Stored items
=== Begin Enclosure ===
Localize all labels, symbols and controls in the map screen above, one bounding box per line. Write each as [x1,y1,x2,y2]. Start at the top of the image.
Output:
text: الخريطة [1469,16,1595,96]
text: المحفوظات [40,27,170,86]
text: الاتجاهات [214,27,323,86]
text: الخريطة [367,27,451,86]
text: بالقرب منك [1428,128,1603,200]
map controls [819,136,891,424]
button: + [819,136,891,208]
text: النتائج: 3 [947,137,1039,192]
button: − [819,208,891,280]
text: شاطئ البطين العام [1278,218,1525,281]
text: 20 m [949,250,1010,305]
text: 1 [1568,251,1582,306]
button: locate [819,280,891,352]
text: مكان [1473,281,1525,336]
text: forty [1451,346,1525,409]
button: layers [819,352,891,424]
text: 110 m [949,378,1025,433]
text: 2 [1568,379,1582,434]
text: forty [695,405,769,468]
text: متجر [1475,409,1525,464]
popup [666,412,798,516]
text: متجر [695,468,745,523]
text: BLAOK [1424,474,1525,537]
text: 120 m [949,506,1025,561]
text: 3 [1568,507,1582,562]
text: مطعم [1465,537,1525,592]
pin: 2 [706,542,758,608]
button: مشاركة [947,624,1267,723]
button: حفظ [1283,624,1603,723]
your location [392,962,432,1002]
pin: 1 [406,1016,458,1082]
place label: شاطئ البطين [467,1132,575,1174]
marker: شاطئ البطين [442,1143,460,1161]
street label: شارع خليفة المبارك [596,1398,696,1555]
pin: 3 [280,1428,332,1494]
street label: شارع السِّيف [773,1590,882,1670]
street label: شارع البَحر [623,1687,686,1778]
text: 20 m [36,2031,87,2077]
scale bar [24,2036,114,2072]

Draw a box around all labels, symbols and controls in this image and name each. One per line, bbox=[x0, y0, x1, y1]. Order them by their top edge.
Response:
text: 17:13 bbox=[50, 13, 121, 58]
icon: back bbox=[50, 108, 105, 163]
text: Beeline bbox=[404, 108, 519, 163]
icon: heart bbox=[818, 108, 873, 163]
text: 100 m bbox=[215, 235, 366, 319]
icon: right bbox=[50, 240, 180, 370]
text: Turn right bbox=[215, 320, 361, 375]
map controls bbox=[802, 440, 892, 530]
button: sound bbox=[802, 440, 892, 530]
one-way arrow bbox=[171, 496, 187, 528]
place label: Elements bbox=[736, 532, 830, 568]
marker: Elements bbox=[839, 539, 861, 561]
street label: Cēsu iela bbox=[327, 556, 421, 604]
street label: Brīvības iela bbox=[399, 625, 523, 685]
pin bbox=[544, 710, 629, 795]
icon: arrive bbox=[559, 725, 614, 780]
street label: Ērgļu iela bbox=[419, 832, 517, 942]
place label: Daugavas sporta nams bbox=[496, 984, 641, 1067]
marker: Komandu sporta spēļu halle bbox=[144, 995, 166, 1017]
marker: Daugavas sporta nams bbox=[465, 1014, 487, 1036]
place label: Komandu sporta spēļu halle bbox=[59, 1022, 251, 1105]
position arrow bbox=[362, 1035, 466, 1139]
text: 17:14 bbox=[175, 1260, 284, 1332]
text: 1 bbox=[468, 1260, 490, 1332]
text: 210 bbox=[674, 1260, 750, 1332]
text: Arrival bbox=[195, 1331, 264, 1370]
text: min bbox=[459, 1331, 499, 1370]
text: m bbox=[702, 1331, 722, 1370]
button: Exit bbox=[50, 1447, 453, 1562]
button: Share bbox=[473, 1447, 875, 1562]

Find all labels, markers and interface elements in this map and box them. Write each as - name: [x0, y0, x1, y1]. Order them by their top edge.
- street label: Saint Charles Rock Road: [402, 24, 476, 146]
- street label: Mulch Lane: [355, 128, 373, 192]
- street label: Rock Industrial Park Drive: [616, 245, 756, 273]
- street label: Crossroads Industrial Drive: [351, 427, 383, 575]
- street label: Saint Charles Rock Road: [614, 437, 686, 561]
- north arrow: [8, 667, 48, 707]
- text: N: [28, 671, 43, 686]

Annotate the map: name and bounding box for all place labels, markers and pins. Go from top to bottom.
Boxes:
=== End Enclosure ===
§ Instructions to follow
Write down all the entries again without a single difference.

§ Solution below
Localize all labels, symbols and controls in the map screen above, one bounding box per line. Write each as [x1,y1,x2,y2]. Start at the top of the image.
Output:
text: الخريطة [1469,16,1595,96]
text: المحفوظات [40,27,170,86]
text: الاتجاهات [214,27,323,86]
text: الخريطة [367,27,451,86]
text: بالقرب منك [1428,128,1603,200]
map controls [819,136,891,424]
button: + [819,136,891,208]
text: النتائج: 3 [947,137,1039,192]
button: − [819,208,891,280]
text: شاطئ البطين العام [1278,218,1525,281]
text: 20 m [949,250,1010,305]
text: 1 [1568,251,1582,306]
button: locate [819,280,891,352]
text: مكان [1473,281,1525,336]
text: forty [1451,346,1525,409]
button: layers [819,352,891,424]
text: 110 m [949,378,1025,433]
text: 2 [1568,379,1582,434]
text: forty [695,405,769,468]
text: متجر [1475,409,1525,464]
popup [666,412,798,516]
text: متجر [695,468,745,523]
text: BLAOK [1424,474,1525,537]
text: 120 m [949,506,1025,561]
text: 3 [1568,507,1582,562]
text: مطعم [1465,537,1525,592]
pin: 2 [706,542,758,608]
button: مشاركة [947,624,1267,723]
button: حفظ [1283,624,1603,723]
your location [392,962,432,1002]
pin: 1 [406,1016,458,1082]
place label: شاطئ البطين [467,1132,575,1174]
marker: شاطئ البطين [442,1143,460,1161]
street label: شارع خليفة المبارك [596,1398,696,1555]
pin: 3 [280,1428,332,1494]
street label: شارع السِّيف [773,1590,882,1670]
street label: شارع البَحر [623,1687,686,1778]
text: 20 m [36,2031,87,2077]
scale bar [24,2036,114,2072]

Draw a box around all labels, symbols and controls in this image and name each. One per line, bbox=[x0, y0, x1, y1]. Order them by their top edge.
Response:
text: 17:13 bbox=[50, 13, 121, 58]
icon: back bbox=[50, 108, 105, 163]
text: Beeline bbox=[404, 108, 519, 163]
icon: heart bbox=[818, 108, 873, 163]
text: 100 m bbox=[215, 235, 366, 319]
icon: right bbox=[50, 240, 180, 370]
text: Turn right bbox=[215, 320, 361, 375]
map controls bbox=[802, 440, 892, 530]
button: sound bbox=[802, 440, 892, 530]
one-way arrow bbox=[171, 496, 187, 528]
place label: Elements bbox=[736, 532, 830, 568]
marker: Elements bbox=[839, 539, 861, 561]
street label: Cēsu iela bbox=[327, 556, 421, 604]
street label: Brīvības iela bbox=[399, 625, 523, 685]
pin bbox=[544, 710, 629, 795]
icon: arrive bbox=[559, 725, 614, 780]
street label: Ērgļu iela bbox=[419, 832, 517, 942]
place label: Daugavas sporta nams bbox=[496, 984, 641, 1067]
marker: Komandu sporta spēļu halle bbox=[144, 995, 166, 1017]
marker: Daugavas sporta nams bbox=[465, 1014, 487, 1036]
place label: Komandu sporta spēļu halle bbox=[59, 1022, 251, 1105]
position arrow bbox=[362, 1035, 466, 1139]
text: 17:14 bbox=[175, 1260, 284, 1332]
text: 1 bbox=[468, 1260, 490, 1332]
text: 210 bbox=[674, 1260, 750, 1332]
text: Arrival bbox=[195, 1331, 264, 1370]
text: min bbox=[459, 1331, 499, 1370]
text: m bbox=[702, 1331, 722, 1370]
button: Exit bbox=[50, 1447, 453, 1562]
button: Share bbox=[473, 1447, 875, 1562]

Find all labels, markers and interface elements in this map and box them. Write each as - name: [x0, y0, x1, y1]. Order them by their top edge.
- street label: Saint Charles Rock Road: [402, 24, 476, 146]
- street label: Mulch Lane: [355, 128, 373, 192]
- street label: Rock Industrial Park Drive: [616, 245, 756, 273]
- street label: Crossroads Industrial Drive: [351, 427, 383, 575]
- street label: Saint Charles Rock Road: [614, 437, 686, 561]
- north arrow: [8, 667, 48, 707]
- text: N: [28, 671, 43, 686]

Annotate the map: name and bounding box for all place labels, markers and pins. Go from top to bottom.
Boxes:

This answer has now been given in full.